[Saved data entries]
***

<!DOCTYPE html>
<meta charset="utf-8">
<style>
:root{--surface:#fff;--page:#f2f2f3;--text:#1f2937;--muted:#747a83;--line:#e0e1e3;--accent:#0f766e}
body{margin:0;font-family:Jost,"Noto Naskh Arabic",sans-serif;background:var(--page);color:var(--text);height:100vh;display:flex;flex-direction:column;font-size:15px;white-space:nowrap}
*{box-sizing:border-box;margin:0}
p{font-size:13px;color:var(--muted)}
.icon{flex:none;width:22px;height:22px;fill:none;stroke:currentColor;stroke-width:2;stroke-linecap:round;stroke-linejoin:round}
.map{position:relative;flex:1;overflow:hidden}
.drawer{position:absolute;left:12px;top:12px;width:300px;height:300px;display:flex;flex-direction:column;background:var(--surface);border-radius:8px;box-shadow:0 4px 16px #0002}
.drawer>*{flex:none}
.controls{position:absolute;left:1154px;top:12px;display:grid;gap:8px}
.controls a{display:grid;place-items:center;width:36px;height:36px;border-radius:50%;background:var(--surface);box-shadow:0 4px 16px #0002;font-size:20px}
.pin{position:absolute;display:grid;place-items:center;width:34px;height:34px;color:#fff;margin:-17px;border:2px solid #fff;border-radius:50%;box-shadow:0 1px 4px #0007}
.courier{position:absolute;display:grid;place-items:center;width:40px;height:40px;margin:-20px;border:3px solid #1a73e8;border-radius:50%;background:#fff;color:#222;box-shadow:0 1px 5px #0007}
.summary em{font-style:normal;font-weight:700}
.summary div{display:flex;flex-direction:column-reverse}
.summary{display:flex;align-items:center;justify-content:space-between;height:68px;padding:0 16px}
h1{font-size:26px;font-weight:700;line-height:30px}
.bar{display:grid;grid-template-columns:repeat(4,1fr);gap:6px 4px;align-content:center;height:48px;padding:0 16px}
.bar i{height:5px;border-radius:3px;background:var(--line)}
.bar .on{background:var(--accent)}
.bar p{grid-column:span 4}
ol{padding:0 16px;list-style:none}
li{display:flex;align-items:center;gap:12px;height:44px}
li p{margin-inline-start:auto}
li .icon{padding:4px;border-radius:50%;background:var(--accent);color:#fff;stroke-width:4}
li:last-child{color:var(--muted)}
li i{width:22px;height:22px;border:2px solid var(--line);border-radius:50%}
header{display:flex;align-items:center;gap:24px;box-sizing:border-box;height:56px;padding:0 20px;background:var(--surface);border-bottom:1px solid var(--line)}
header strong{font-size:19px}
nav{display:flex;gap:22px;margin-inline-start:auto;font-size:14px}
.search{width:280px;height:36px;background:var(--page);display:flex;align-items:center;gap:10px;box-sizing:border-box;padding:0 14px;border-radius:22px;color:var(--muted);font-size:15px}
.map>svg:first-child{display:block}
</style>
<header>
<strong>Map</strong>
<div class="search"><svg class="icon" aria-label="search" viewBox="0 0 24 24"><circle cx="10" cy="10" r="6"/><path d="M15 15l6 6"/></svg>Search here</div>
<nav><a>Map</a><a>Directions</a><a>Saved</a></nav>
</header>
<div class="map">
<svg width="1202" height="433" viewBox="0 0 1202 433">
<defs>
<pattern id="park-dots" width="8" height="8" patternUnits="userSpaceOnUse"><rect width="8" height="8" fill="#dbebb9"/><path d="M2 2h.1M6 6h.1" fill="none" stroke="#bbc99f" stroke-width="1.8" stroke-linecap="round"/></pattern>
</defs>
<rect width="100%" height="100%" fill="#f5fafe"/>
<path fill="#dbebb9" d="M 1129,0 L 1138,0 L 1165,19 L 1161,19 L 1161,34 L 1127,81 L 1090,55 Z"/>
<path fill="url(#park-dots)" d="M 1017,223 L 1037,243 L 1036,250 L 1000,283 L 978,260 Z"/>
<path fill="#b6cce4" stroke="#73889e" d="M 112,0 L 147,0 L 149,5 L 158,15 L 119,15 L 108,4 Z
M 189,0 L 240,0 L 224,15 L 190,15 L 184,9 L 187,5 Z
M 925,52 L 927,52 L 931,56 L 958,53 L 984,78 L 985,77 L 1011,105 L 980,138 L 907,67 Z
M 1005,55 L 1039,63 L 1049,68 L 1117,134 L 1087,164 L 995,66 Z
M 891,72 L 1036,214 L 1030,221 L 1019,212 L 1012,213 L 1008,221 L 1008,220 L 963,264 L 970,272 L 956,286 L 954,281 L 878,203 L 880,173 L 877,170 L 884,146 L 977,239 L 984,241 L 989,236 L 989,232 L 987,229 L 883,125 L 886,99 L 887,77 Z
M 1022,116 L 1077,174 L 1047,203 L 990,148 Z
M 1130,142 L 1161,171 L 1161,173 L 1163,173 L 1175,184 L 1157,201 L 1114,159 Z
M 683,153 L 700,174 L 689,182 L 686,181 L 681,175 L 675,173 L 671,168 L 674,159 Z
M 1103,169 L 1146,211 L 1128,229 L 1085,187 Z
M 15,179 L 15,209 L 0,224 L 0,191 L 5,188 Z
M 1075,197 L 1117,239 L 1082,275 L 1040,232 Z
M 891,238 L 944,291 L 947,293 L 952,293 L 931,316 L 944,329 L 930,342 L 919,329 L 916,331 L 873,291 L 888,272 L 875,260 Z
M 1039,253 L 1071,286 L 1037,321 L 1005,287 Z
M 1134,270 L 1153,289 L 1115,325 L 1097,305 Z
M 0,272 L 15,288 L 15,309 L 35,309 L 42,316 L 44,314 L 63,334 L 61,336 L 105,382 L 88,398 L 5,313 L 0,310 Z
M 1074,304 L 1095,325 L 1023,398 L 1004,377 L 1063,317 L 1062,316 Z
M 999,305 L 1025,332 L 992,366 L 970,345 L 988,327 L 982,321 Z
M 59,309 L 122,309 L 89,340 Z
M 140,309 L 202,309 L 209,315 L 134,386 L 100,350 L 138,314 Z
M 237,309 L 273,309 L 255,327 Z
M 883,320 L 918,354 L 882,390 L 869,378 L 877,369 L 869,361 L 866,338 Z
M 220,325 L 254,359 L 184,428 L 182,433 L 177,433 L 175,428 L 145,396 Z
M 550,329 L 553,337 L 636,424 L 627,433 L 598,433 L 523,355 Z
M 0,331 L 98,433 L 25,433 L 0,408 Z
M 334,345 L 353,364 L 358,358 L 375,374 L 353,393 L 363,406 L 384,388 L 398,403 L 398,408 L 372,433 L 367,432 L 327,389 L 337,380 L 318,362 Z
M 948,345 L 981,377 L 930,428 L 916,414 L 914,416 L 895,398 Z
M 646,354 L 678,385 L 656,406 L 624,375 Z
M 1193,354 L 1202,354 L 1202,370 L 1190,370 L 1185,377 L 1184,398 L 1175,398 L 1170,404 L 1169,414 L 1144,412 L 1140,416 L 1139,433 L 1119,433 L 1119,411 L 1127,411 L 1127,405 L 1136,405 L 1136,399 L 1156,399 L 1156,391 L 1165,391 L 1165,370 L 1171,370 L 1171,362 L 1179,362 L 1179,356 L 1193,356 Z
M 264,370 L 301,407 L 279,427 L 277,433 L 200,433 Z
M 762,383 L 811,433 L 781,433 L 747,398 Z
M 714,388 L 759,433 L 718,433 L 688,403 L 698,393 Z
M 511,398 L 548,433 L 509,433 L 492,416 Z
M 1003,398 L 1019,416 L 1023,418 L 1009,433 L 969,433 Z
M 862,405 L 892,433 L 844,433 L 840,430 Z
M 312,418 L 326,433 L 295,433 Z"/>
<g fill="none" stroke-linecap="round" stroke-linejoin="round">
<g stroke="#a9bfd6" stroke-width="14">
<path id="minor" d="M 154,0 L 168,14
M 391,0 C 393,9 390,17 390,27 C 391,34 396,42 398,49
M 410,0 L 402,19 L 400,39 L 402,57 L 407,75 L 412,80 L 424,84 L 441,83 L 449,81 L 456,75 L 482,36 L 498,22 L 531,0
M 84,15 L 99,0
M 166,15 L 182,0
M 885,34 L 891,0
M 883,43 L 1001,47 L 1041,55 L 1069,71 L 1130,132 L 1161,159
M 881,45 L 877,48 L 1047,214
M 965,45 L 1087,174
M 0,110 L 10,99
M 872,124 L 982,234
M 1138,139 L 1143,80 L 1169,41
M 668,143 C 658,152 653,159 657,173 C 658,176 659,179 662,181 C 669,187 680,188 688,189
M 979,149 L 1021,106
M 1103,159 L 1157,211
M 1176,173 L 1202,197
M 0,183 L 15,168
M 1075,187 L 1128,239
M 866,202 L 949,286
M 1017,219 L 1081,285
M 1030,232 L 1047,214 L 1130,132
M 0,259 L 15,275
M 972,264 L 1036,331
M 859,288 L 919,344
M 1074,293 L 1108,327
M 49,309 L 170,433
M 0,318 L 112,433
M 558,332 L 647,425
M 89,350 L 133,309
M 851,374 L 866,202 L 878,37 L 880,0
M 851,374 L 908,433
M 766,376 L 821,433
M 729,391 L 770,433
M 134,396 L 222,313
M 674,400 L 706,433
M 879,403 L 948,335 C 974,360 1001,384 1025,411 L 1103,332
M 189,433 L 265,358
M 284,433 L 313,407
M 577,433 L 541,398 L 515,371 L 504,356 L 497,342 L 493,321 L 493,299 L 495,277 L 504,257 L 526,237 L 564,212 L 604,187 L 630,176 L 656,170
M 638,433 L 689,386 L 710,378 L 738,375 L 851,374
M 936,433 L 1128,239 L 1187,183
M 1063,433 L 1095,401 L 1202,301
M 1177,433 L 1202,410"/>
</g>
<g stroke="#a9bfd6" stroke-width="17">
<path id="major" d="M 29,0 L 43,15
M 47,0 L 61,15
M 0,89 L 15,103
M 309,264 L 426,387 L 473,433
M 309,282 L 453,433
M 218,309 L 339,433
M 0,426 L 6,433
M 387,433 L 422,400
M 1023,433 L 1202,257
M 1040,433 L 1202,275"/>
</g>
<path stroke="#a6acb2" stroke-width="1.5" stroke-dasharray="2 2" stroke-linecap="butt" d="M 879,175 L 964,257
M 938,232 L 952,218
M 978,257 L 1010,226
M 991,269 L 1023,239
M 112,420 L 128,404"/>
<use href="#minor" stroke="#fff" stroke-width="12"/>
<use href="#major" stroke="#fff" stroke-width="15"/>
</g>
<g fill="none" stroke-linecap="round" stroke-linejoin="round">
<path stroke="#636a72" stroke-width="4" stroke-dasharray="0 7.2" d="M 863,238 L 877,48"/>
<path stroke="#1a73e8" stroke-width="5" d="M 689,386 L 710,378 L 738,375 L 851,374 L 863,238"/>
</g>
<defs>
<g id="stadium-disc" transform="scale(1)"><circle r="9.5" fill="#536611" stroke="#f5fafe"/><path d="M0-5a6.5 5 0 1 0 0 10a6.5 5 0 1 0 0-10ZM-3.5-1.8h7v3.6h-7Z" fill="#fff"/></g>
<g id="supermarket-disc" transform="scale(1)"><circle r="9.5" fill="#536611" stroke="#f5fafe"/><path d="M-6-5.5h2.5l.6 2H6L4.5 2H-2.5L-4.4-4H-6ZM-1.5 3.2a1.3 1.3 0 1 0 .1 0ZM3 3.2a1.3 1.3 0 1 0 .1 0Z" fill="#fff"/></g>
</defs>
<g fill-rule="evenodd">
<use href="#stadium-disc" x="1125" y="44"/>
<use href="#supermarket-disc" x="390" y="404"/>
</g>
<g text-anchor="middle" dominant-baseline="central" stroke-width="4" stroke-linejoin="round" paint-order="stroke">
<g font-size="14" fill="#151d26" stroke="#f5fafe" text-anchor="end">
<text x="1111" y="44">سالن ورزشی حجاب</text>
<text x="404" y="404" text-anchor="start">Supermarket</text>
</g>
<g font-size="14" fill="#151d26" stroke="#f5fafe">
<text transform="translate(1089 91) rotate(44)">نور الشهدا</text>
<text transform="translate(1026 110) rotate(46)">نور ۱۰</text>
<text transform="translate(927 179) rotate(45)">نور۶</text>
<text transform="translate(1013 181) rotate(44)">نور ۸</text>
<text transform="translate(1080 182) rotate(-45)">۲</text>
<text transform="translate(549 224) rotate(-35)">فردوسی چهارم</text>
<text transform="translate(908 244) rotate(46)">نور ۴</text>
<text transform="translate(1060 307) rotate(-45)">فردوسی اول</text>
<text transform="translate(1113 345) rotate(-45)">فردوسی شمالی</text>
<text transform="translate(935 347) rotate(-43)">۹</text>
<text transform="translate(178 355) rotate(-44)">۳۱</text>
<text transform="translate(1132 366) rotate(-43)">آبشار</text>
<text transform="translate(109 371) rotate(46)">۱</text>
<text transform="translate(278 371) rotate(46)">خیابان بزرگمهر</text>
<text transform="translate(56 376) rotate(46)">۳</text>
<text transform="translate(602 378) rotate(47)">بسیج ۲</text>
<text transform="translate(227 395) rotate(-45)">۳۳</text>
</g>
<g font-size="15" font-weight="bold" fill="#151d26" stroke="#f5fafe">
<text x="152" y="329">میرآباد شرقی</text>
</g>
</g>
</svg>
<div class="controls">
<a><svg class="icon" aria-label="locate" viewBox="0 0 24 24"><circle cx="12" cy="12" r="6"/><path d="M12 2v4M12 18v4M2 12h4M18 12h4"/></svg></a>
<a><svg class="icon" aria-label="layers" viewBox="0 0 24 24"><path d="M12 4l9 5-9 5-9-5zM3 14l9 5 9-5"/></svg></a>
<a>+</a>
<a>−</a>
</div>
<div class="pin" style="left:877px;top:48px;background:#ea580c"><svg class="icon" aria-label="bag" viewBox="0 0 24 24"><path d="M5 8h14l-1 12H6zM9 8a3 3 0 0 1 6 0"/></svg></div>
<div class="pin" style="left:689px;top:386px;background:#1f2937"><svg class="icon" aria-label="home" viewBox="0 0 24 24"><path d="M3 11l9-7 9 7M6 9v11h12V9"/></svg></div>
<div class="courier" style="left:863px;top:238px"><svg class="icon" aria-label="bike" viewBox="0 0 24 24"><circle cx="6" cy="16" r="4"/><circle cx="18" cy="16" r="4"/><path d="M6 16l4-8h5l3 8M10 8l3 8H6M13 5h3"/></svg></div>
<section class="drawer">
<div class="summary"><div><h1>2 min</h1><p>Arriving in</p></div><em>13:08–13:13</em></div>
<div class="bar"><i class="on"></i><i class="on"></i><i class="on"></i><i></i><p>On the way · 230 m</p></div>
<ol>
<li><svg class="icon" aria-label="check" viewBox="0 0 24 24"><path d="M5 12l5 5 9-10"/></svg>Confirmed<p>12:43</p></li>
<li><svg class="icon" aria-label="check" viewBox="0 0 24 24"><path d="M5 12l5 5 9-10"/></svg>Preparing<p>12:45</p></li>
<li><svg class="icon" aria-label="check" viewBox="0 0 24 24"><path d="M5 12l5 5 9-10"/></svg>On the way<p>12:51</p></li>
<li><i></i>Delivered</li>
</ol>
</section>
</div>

***

* Problem to solve
Gather every line from the entries above where the word "summary" appears, and copy them.

* Result of the task
.summary em{font-style:normal;font-weight:700}
.summary div{display:flex;flex-direction:column-reverse}
.summary{display:flex;align-items:center;justify-content:space-between;height:68px;padding:0 16px}
<div class="summary"><div><h1>2 min</h1><p>Arriving in</p></div><em>13:08–13:13</em></div>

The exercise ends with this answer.